INTERVIEW WITH THE ARTIST
Q. Was there a pivotal moment in your life that made you decide to pursue art as a career?
A. It was in my early twenties; I felt unhappy about my life and what I was doing and I was looking for the right path. I have been connected to art from a very young age, as my mother always collected paintings and is a real museum enthusiast. The decision of pursuing a career in art is traceable to the time I started to connect with London’s contemporary art scene. Regularly attending performance art events and visiting artists’ studios, manifested a clear vocation. Then, I decided to not accept an offer to continue to work with Ron Arad Associates; I felt ready to begin my own journey.
Q. You have a background in architecture; does this find its way into your work or do you see the two as distinctly separate disciplines?
A. Despite the
fact that I no longer practice as an Architect, I can clearly see influences of
my studies in my art. The main thing that I notice when I encounter a colleague
artist, is how organized I am in my plans and my studio in comparison, and
how I am able to deal with a team. These are skills that I definitely learned during my
time in architecture. I also see its influence in the way I approach an art
project, the way I plan sculptures and draw them as if they were buildings.
However, in architecture, I felt there were too many restrictions, which I don’t
encounter in art. That is why my choice for art/freedom was a natural thing.
Q. You were born in Italy and have spent a significant amount of time in London, what is the main difference in terms of artistic environment and cultural influences between the two for you? Do you think either, or both, have an impact on your work today?
A. Italy is a great country, which still exists as an old-fashioned state. It is not modern but has personality. It is easy to imagine yourself in a time warp while you walk around Italy. London gives you the impression of living at the center of the world where life is worth living. It makes you forget about the rest of the planet. London has taught me what contemporary art is and how varied it can be. The UK has taught me how to make art catchy, Italy has thought me how to make art special.
Q. Your work seems to embrace elements of ancient, classical culture, yet is produced with modern tools. How do you navigate this balance between the old and the new and what would you like to achieve with this re-imagination of the classics?
A. We still feel connected to art history, and this is something the studio constantly taps into, but we also create things that look very disconnected from history and are perhaps more related to a new wave of art-making, influenced by current trends. We like to continue journeys that were commenced by other artistic talents. Rather than starting from scratch, we like to start with an idea that already worked, recently or thousands of years ago. We believe art is a shared journey that started with the first human beings and that continues endlessly. What I create today will always be connected to what has been done at any time in art history, since we are water from the same river.
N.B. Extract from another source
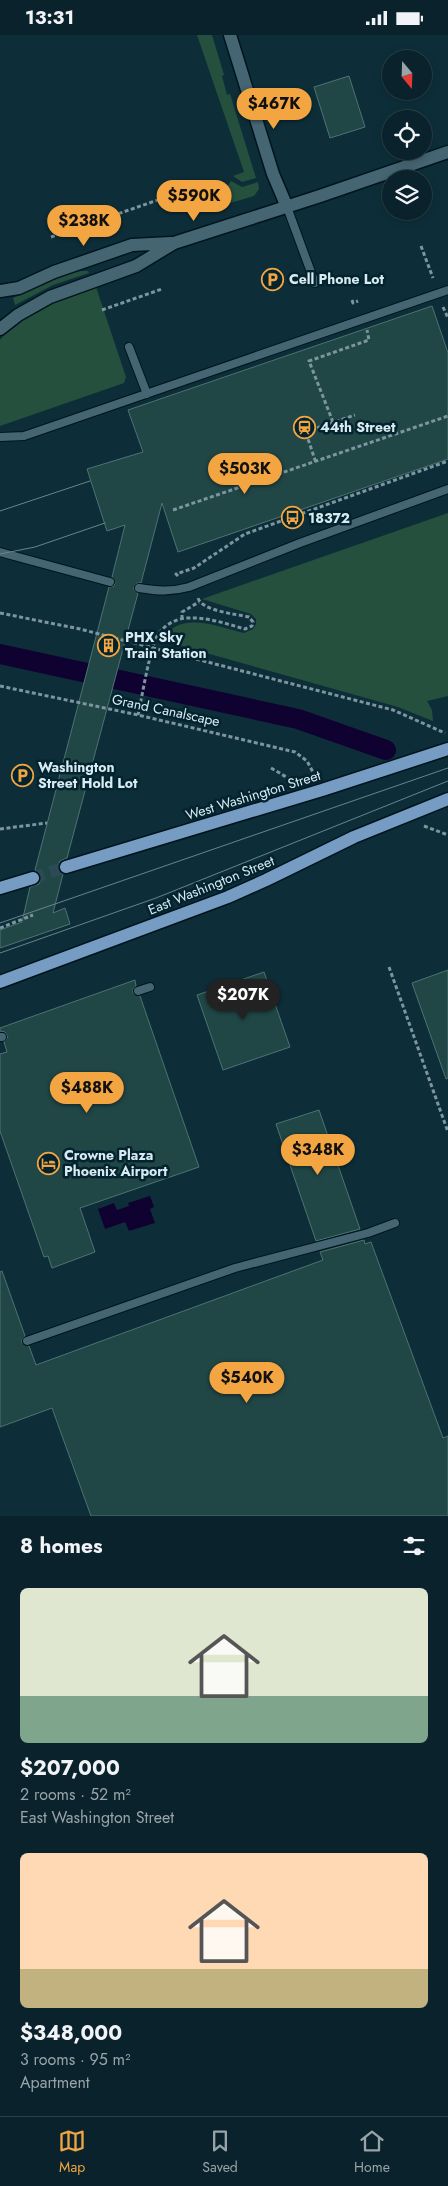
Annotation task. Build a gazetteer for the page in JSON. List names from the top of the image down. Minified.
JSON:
{"streets":{"main road":["West Washington Street","East Washington Street"],"path":["Grand Canalscape"]},"places":{"parking":["Cell Phone Lot","Washington Street Hold Lot"],"station":["44th Street"],"bus stop":["18372"],"building":["PHX Sky Train Station"],"hotel":["Crowne Plaza Phoenix Airport"]},"north":"bottom","page":{"status":"13:31","price":["$467K","$590K","$238K","$503K","$207K","$488K","$348K","$540K"],"heading":"8 homes","list":[{"name":"$207,000","note":"2 rooms · 52 m² · East Washington Street"},{"name":"$348,000","note":"3 rooms · 95 m² · Apartment"}],"tabs":["Map","Saved","Home"]}}
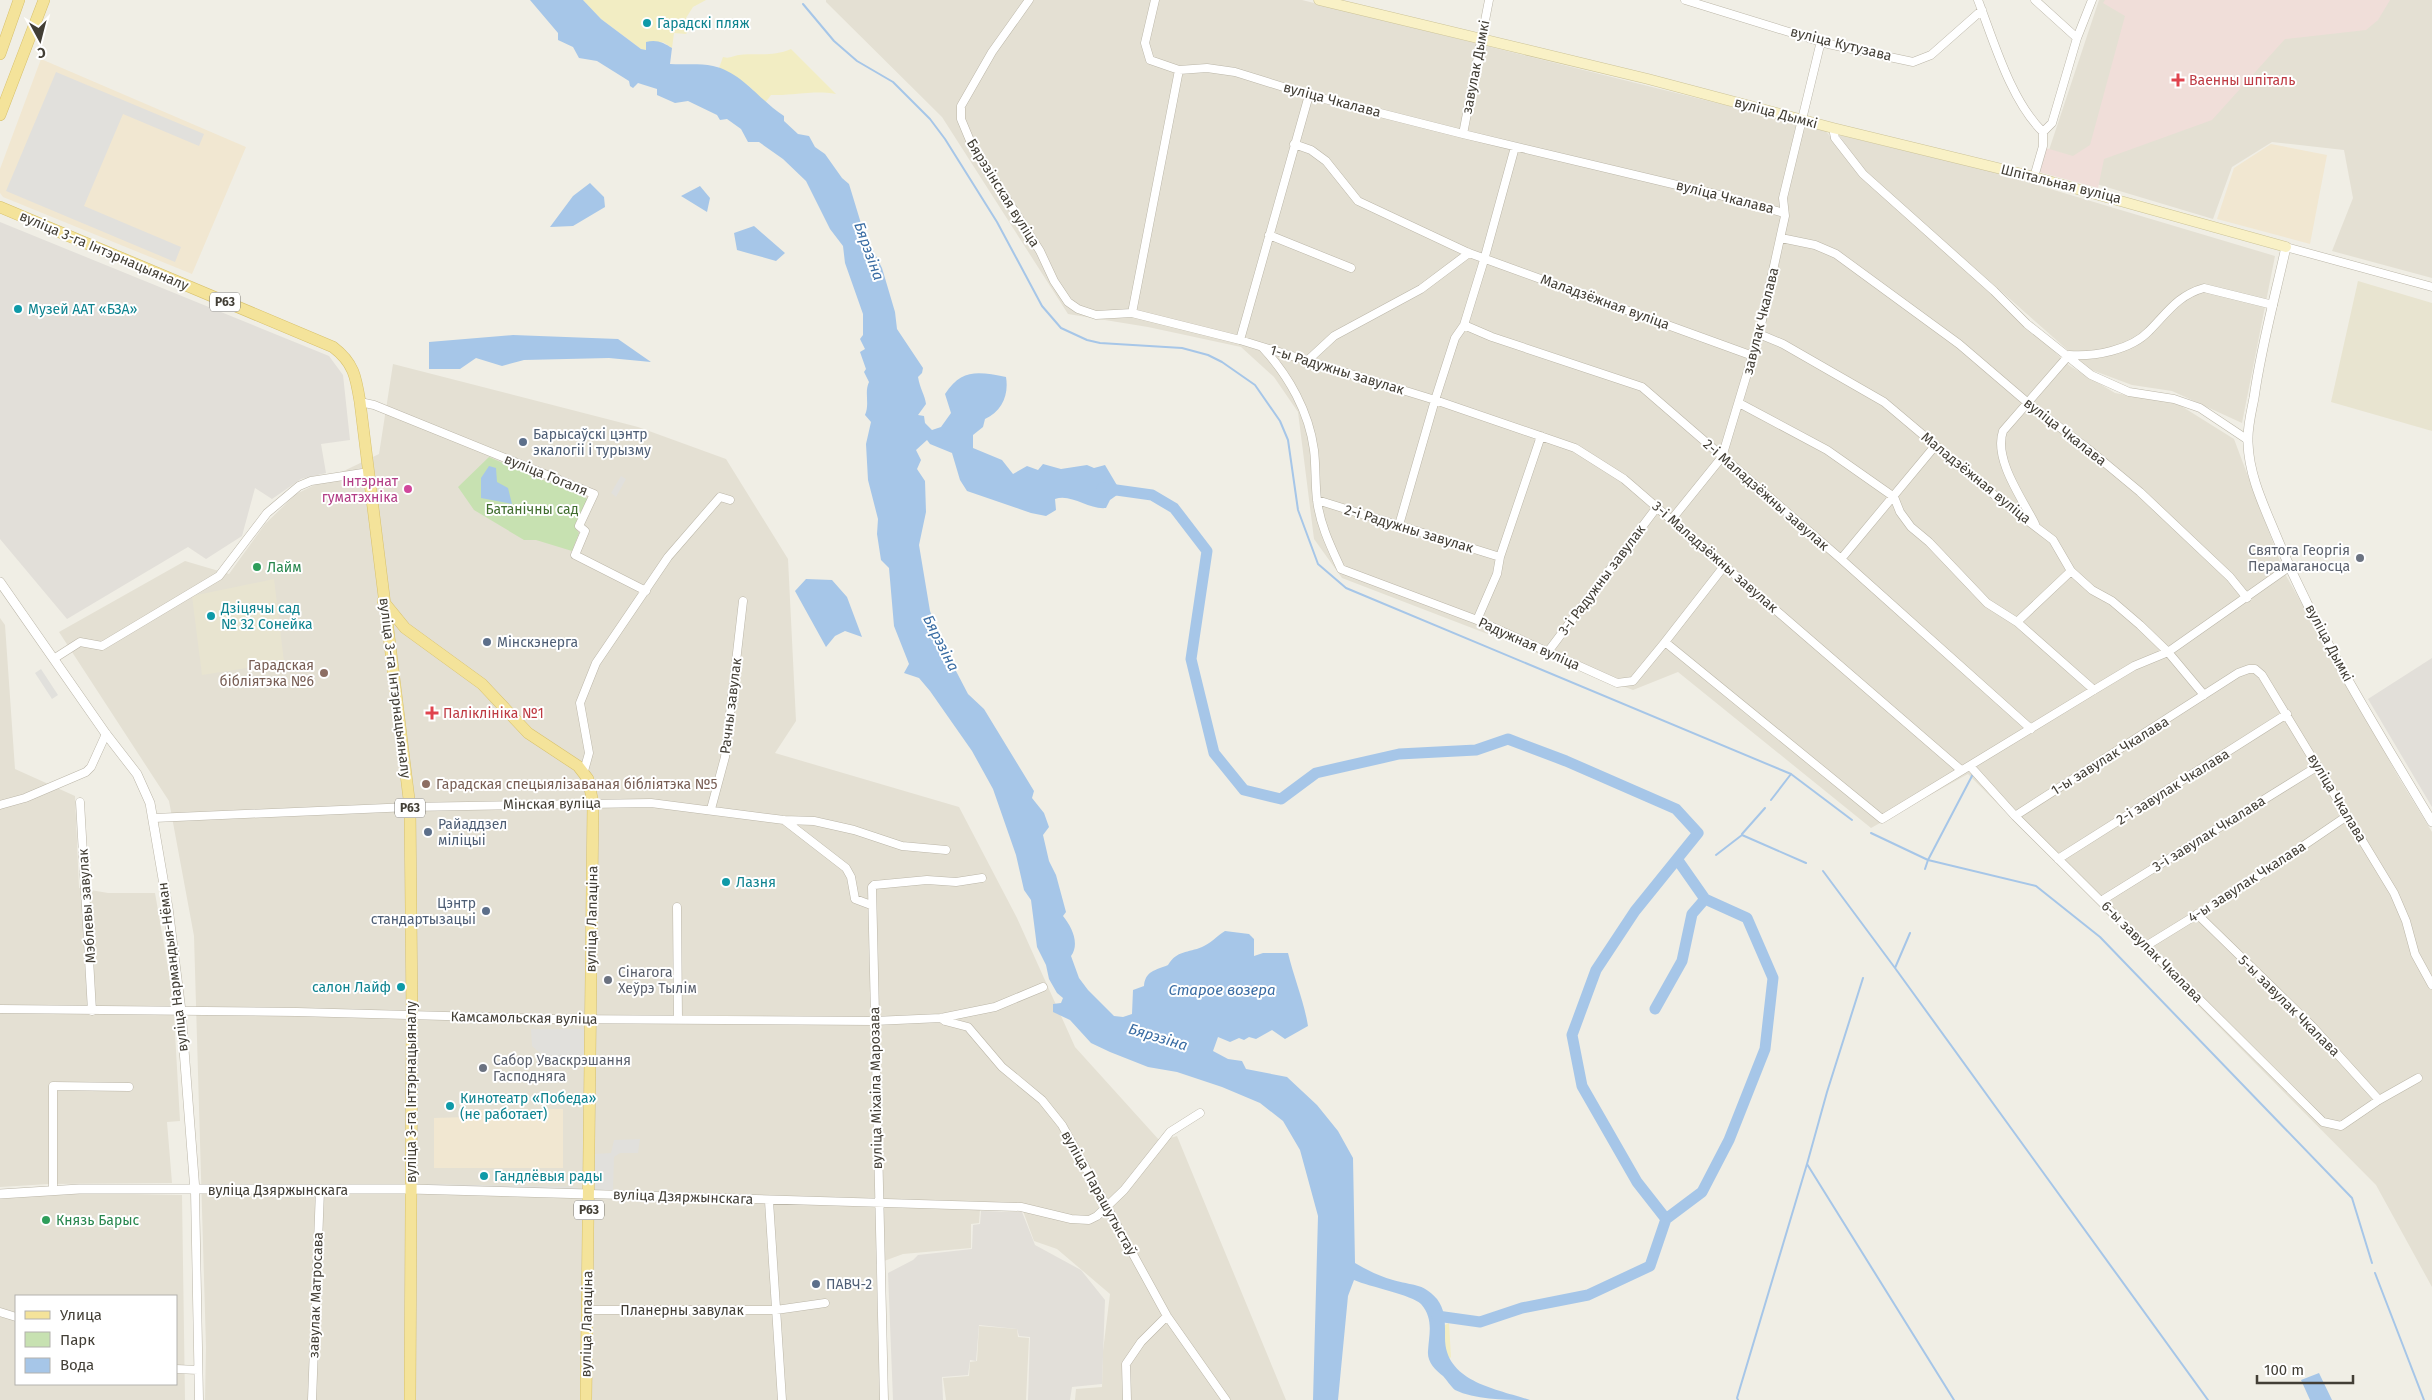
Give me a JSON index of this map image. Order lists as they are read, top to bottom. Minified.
{"streets":{"main road":["вуліца Дымкі","Шпітальная вуліца","вуліца 3-га Інтэрнацыяналу","Р63","вуліца Лапаціна"],"street":["вуліца Кутузава","завулак Дымкі","вуліца Чкалава","Бярэзінская вуліца","Маладзёжная вуліца","завулак Чкалава","1-ы Радужны завулак","вуліца Гогаля","2-і Маладзёжны завулак","2-і Радужны завулак","3-і Маладзёжны завулак","3-і Радужны завулак","Радужная вуліца","Рачны завулак","1-ы завулак Чкалава","2-і завулак Чкалава","Мінская вуліца","3-і завулак Чкалава","4-ы завулак Чкалава","Мэблевы завулак","6-ы завулак Чкалава","вуліца Нармандыя-Нёман","5-ы завулак Чкалава","Камсамольская вуліца","вуліца Міхаіла Марозава","вуліца Дзяржынскага","вуліца Парашутыстаў","завулак Матросава","Планерны завулак"]},"crossings":[["завулак Дымкі","вуліца Чкалава"],["завулак Дымкі","вуліца Дымкі"],["вуліца Чкалава","Маладзёжная вуліца"],["вуліца Чкалава","завулак Чкалава"],["вуліца Чкалава","1-ы завулак Чкалава"],["вуліца Чкалава","2-і завулак Чкалава"],["вуліца Чкалава","3-і завулак Чкалава"],["вуліца Чкалава","4-ы завулак Чкалава"],["вуліца Дымкі","Шпітальная вуліца"],["Бярэзінская вуліца","1-ы Радужны завулак"],["вуліца 3-га Інтэрнацыяналу","вуліца Гогаля"],["вуліца 3-га Інтэрнацыяналу","Мінская вуліца"],["вуліца 3-га Інтэрнацыяналу","Камсамольская вуліца"],["вуліца 3-га Інтэрнацыяналу","вуліца Дзяржынскага"],["Маладзёжная вуліца","завулак Чкалава"],["Маладзёжная вуліца","1-ы завулак Чкалава"],["завулак Чкалава","2-і Маладзёжны завулак"],["1-ы Радужны завулак","3-і Маладзёжны завулак"],["1-ы Радужны завулак","Радужная вуліца"],["вуліца Гогаля","вуліца Лапаціна"],["2-і Радужны завулак","Радужная вуліца"],["3-і Маладзёжны завулак","3-і Радужны завулак"],["3-і Маладзёжны завулак","Радужная вуліца"],["3-і Радужны завулак","Радужная вуліца"],["Рачны завулак","Мінская вуліца"],["1-ы завулак Чкалава","6-ы завулак Чкалава"],["2-і завулак Чкалава","6-ы завулак Чкалава"],["Мінская вуліца","вуліца Лапаціна"],["Мінская вуліца","вуліца Нармандыя-Нёман"],["3-і завулак Чкалава","6-ы завулак Чкалава"],["4-ы завулак Чкалава","6-ы завулак Чкалава"],["4-ы завулак Чкалава","5-ы завулак Чкалава"],["Мэблевы завулак","Камсамольская вуліца"],["вуліца Лапаціна","Камсамольская вуліца"],["вуліца Лапаціна","вуліца Дзяржынскага"],["вуліца Лапаціна","Планерны завулак"],["6-ы завулак Чкалава","5-ы завулак Чкалава"],["вуліца Нармандыя-Нёман","Камсамольская вуліца"],["вуліца Нармандыя-Нёман","вуліца Дзяржынскага"],["Камсамольская вуліца","вуліца Міхаіла Марозава"],["Камсамольская вуліца","вуліца Парашутыстаў"],["вуліца Міхаіла Марозава","вуліца Дзяржынскага"],["вуліца Дзяржынскага","вуліца Парашутыстаў"],["вуліца Дзяржынскага","завулак Матросава"]],"water":["Бярэзіна","Старое возера"],"parks":["Батанічны сад"],"places":{"other":["Гарадскі пляж","Музей ААТ «БЗА»","Барысаўскі цэнтр экалогіі і турызму","Інтэрнат гуматэхніка","Святога Георгія Перамаганосца","Лайм","Дзіцячы сад № 32 Сонейка","Мінскэнерга","Гарадская бібліятэка №6","Гарадская спецыялізаваная бібліятэка №5","Райаддзел міліцыі","Лазня","Цэнтр стандартызацыі","Сінагога Хеўрэ Тылім","салон Лайф","Сабор Уваскрэшання Гасподняга","Кинотеатр «Победа» (не работает)","Гандлёвыя рады","Князь Барыс","ПАВЧ-2"],"health":["Ваенны шпіталь","Паліклініка №1"]},"legend":["Улица","Парк","Вода"],"scale_bar":"100 m","north":"bottom"}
Q. You work in a broad array of different media, is this a product of curiosity?
A. Yes, it is. We like to experiment with anything that can be used as an art tool. We never get bored of reinventing ourselves.
Q. You create sculptures both in resin and in bronze, two, one could say, almost contradictory materials in terms of look and feel; what would you like each material to convey?
A. I like to think that resin holds the form only, bronze holds the form and the spirit. The resin is something you can watch and enjoy. The bronze is something you can have a conversation with.
Q. Could you take us through your artistic process for your sculptures? How does an initial idea find its way to three-dimensional form?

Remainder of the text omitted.